図10(C)は実施例1の場合であるが、これに対して
図10(D)の変形例3は、側板部11bに押込み部11b3と曲げ部11b4を形成することにより凹溝11b1を形成したものである。
【0041】
なお、上述の第1実施形態から第2実施形態では、外函の表面への塗装の有無には触れなかったが、外函の表面には塗装を施しても、施さなくてもよい。外函の表面に塗装を施した場合、従来のカシメ固定方式では、カシメることにより外函の塗装にクラックや剥がれが生じ易く、外観意匠を損なう虞があった。しかし、本発明の第1実施形態から第2実施形態の構成とすることで、塗装を行った場合にも外観の外観意匠を損なうことがない。
【0042】
また、上述の第1実施形態から第2実施形態では、側板部に設けられる凹状係合部としての凹溝や、スリットは、外函の一対の側板部の基板部とは反対側の部分に設けられるとしていたが、基板部とは反対側の部分に限定するものではなく、側板部の中央部や、基板部に近い側に設ける等、本発明の要旨を逸脱しない範囲で側板部のどこに設けてもよい。
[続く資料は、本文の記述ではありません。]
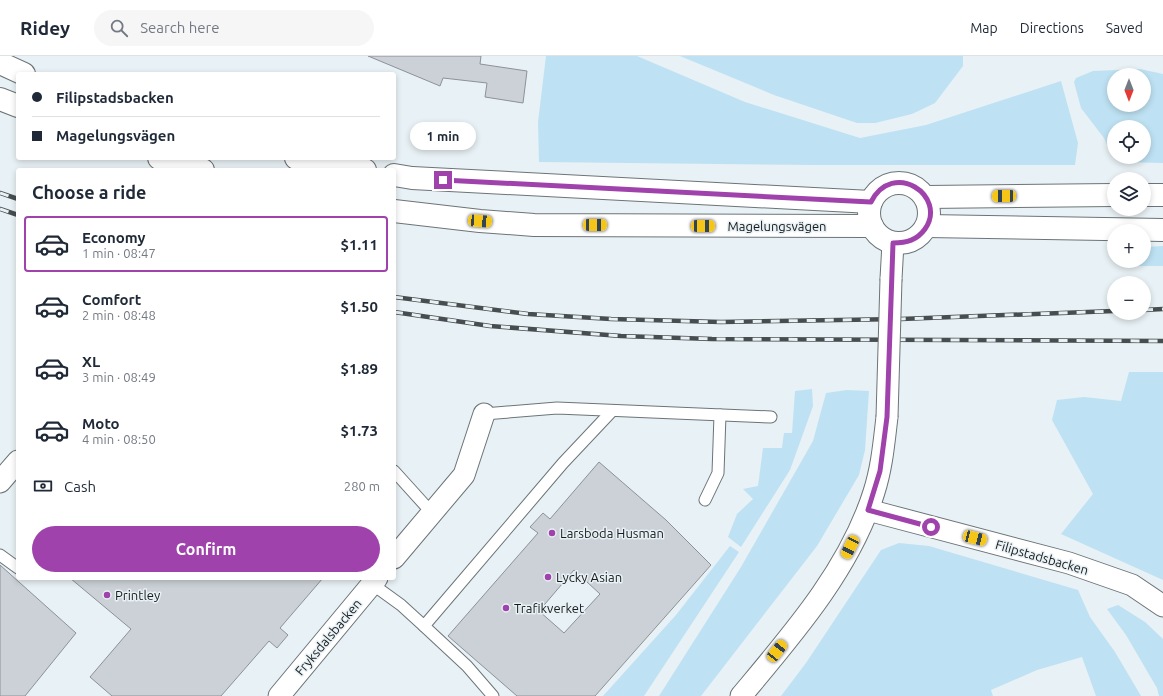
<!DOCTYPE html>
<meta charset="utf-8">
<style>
:root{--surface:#fff;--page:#f6f6f7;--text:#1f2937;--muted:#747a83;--line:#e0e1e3;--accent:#a042ab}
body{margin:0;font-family:Ubuntu,sans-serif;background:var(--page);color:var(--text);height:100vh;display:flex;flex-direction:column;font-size:15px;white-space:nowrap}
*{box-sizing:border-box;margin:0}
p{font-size:13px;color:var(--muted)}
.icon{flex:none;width:22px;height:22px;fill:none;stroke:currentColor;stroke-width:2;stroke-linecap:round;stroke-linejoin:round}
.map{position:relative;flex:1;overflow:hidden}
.details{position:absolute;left:16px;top:112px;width:380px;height:412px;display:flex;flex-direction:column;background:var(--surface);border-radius:4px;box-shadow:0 2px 6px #0003}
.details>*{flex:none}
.guide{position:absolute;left:16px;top:16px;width:380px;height:88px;border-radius:4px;box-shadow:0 2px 6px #0003;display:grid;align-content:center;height:88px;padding:0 16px;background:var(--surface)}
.needle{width:26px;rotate:180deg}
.fabs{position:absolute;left:1107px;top:12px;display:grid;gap:8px}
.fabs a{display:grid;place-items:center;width:44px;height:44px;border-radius:50%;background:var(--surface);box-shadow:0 2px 6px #0003;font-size:20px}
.end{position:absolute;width:18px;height:18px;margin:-9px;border:5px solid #a042ab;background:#fff;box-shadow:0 0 0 2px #fff}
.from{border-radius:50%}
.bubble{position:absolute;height:28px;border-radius:14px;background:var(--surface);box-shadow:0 2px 6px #0003;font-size:13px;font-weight:600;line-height:28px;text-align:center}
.car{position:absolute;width:12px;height:24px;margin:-12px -6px;border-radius:5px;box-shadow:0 0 3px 1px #0007;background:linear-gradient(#f5c518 24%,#345 0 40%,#f5c518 0 76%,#345 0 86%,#f5c518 0)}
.guide b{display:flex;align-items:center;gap:14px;height:38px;font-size:15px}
.guide b+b{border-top:1px solid var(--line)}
.guide i{width:10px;height:10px;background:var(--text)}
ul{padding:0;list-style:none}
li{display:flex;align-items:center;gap:12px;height:56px;margin:0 8px 6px;padding:0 8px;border:2px solid transparent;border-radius:4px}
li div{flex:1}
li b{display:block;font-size:15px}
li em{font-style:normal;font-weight:600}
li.on{border-color:var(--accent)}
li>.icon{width:36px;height:36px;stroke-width:1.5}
h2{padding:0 16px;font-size:18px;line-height:48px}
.pay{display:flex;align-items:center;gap:10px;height:44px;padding:0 16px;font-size:15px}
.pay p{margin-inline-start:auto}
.cta{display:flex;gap:8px;margin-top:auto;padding:8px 16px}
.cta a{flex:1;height:46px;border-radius:24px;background:var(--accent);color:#fff;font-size:16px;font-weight:600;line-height:46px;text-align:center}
header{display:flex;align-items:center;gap:24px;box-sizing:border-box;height:56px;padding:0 20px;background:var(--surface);border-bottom:1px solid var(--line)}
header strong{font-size:19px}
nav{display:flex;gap:22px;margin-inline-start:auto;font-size:14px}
.search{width:280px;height:36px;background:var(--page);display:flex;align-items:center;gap:10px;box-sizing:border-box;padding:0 14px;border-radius:22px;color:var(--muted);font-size:15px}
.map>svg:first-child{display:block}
.green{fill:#bee2f3;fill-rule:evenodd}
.building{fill:#cbd1d6;stroke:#8c9297;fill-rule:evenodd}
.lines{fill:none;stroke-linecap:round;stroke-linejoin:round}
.service-casing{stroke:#6c7477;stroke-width:13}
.minor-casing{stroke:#6c7477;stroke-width:23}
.secondary-casing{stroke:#6c7477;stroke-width:24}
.service{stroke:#fff;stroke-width:11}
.minor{stroke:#fff;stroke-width:21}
.secondary{stroke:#fff;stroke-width:22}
.rail-casing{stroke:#484d4f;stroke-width:4.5}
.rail{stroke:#e8f1f5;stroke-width:3;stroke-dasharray:9;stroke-linecap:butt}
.minor-bridge-casing{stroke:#6c7477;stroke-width:23;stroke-linecap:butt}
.minor-bridge{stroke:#fff;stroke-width:21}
.route{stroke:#a042ab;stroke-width:5}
.poi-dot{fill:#a042ab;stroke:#e8f1f5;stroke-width:1.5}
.labels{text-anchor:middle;stroke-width:3;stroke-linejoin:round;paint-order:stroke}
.street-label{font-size:13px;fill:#171a1c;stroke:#e8f1f5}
.poi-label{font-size:13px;fill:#171a1c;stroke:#e8f1f5;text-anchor:start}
</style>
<header>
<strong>Ridey</strong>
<div class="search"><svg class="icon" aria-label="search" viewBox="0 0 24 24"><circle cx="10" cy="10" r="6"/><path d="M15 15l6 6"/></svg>Search here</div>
<nav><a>Map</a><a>Directions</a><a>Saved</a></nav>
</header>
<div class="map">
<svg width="1163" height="640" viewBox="0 0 1163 640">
<rect width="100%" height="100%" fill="#e8f1f5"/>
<g class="green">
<path d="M546,0H637L745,46L860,82L926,69L1061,25L1078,87L1075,109H815L539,106L538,66Z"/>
<path d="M680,0H963V10L935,47L912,58L875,67H857L774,39Z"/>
<path d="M1140,13L1163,18V107L1122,106L1116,101H1144V71H1114V100L1111,97L1104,82L1081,52L1074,26L1076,22L1093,15ZM1114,19H1144V49H1114Z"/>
<path d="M1163,190V210H1127L1118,205H1144V191Z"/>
<path d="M1129,316H1163V524L1061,478L1093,438L1052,364L1057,344L1084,341L1121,345Z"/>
<path d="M812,333L813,350L790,414L741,491L728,481L737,458L753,443L743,433L758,430L763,392H782L784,377H792L795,335Z"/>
<path d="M847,334L869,335L865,394L859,419L817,490L701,640H659L741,511L813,385L826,337Z"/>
<path d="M899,487L929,490L1078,534L1090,561L1115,596L1141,640H1096L1082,601L1037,614L991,634L993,640H781L806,607L881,494Z"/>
<path d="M730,490L739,496L644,640H603L676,559Z"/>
<path d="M1118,549L1145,566L1163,583V640H1159L1157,632L1126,579L1107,553Z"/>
</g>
<g class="building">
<path d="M368,0H481L480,8L527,15L523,47L485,41L487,27L443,22L440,30Z"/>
<path d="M599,406L666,464L711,509L595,640H517L448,580L538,477L530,471L543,457L550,463ZM574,514L600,538L564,577L539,555Z"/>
<path d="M0,509L76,577L25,640H0Z"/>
<path d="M70,522H323L280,572L288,579L277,592L269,585L221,640H112L90,621L131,573Z"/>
</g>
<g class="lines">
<defs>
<g id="service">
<path d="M484,358L557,352L771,361"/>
<path d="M394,415L432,457"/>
<path d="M705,444L718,417L720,359"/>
<path d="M0,499L18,512"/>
<path d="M372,528L401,549L424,570L563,407L612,355"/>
<path d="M424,570L467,610L493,640"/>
</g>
<g id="minor">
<path d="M891,223L893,187"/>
<path d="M0,426L18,405"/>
<path d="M868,454L1069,507L1132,529L1163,550"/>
<path d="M394,502L464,419L484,358"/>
<path d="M279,640L377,522"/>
<path d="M741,640C792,579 850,513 874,436C882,411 884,386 887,361"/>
</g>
<g id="secondary">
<path d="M0,7L24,18"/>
<path d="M0,43L18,50"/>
<path d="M159,102L203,114"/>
<path d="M296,102L365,114"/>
<path d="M394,119L412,122L871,146"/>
<circle cx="899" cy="157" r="30"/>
<path d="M1144,139H1163"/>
<path d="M926,141L1114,139"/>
<path d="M394,155L480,165L534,169L872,170"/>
<path d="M927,170L1163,174"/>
</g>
</defs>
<use href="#service" class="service-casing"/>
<use href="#minor" class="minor-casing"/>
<use href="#secondary" class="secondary-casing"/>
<use href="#service" class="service"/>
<use href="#minor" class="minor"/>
<use href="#secondary" class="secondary"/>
<defs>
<g id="rail">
<path d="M0,137L18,143"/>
<path d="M0,153L18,159"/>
<path d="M394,241L528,258L611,263L721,266L901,263L1114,255"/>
<path d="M1144,254L1163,253"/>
<path d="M394,256L490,270L621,280L712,283L1163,285"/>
</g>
</defs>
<use href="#rail" class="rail-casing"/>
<use href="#rail" class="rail"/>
<defs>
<path id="minor-bridge" d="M887,361L891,223"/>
</defs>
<use href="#minor-bridge" class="minor-bridge-casing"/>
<use href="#minor-bridge" class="minor-bridge"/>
</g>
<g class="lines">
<path class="route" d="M443,124L871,146C893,103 948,140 925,173C917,184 907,187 893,187L887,361L880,415L868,454L931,471"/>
</g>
<g class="poi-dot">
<circle cx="552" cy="477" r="4"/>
<circle cx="548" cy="521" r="4"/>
<circle cx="107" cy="539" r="4"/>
<circle cx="506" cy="552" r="4"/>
</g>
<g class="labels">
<g class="street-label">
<text x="777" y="175">Magelungsvägen</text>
<text transform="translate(1042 501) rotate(16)" y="5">Filipstadsbacken</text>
<text transform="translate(328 581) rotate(-50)" y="5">Fryksdalsbacken</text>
</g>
<g class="poi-label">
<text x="560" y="482">Larsboda Husman</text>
<text x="556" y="526">Lycky Asian</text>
<text x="115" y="544">Printley</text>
<text x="514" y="557">Trafikverket</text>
</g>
</g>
</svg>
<div class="fabs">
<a><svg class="needle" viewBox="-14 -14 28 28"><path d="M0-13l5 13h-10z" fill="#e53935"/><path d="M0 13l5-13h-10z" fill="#747a83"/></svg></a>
<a><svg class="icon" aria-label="locate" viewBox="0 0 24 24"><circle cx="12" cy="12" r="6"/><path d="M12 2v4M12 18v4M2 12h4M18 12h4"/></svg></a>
<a><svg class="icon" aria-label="layers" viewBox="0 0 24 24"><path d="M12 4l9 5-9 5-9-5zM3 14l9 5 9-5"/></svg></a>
<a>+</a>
<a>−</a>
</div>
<i class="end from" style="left:931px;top:471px"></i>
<i class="end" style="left:443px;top:124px"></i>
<div class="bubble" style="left:410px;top:66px;width:66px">1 min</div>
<i class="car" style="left:1004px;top:140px;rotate:269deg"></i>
<i class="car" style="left:480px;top:165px;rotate:94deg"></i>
<i class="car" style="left:595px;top:169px;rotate:90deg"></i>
<i class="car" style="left:703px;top:170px;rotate:90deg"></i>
<i class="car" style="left:975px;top:482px;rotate:104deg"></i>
<i class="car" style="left:850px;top:491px;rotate:207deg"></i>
<i class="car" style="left:777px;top:595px;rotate:38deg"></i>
<div class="guide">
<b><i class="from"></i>Filipstadsbacken</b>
<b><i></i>Magelungsvägen</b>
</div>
<section class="details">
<h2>Choose a ride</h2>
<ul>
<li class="on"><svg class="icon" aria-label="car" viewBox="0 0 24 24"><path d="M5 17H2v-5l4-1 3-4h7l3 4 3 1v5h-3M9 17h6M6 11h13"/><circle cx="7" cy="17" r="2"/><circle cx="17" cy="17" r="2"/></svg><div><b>Economy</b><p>1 min · 08:47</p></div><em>$1.11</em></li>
<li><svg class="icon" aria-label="car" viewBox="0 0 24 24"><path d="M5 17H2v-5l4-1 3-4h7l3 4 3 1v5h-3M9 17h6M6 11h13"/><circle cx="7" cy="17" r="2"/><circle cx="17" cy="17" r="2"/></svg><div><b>Comfort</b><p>2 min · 08:48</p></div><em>$1.50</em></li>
<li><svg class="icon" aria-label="car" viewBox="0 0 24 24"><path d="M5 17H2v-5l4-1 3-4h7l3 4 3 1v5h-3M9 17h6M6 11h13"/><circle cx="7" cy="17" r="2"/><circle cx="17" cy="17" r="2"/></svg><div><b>XL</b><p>3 min · 08:49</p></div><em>$1.89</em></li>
<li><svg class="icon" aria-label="car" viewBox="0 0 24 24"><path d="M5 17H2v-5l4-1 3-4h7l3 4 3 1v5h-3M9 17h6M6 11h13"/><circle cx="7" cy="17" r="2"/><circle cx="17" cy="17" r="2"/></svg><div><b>Moto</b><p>4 min · 08:50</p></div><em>$1.73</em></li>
</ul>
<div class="pay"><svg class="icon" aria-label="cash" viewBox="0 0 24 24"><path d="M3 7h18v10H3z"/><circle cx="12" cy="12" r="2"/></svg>Cash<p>280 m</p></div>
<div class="cta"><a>Confirm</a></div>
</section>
</div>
なお、背景技術では、下板(固定板)と記載しており、固定板は従来技術の下板と同じとしており、上述の第1実施形態から第2実施形態の各図でも、固定板をモールドコイルの下側に配置している。しかし、下側に限られることはなく、上側や横側に固定板が配置され、他の3面側に外函が配置された構成でもよい。
【0043】
以上、本発明の実施の形態について図面を参照して詳述してきたが、具体的な構成はこれらの実施の形態に限られるものではなく、本発明の要旨を逸脱しない範囲の設計の変更等があっても本発明に含まれる。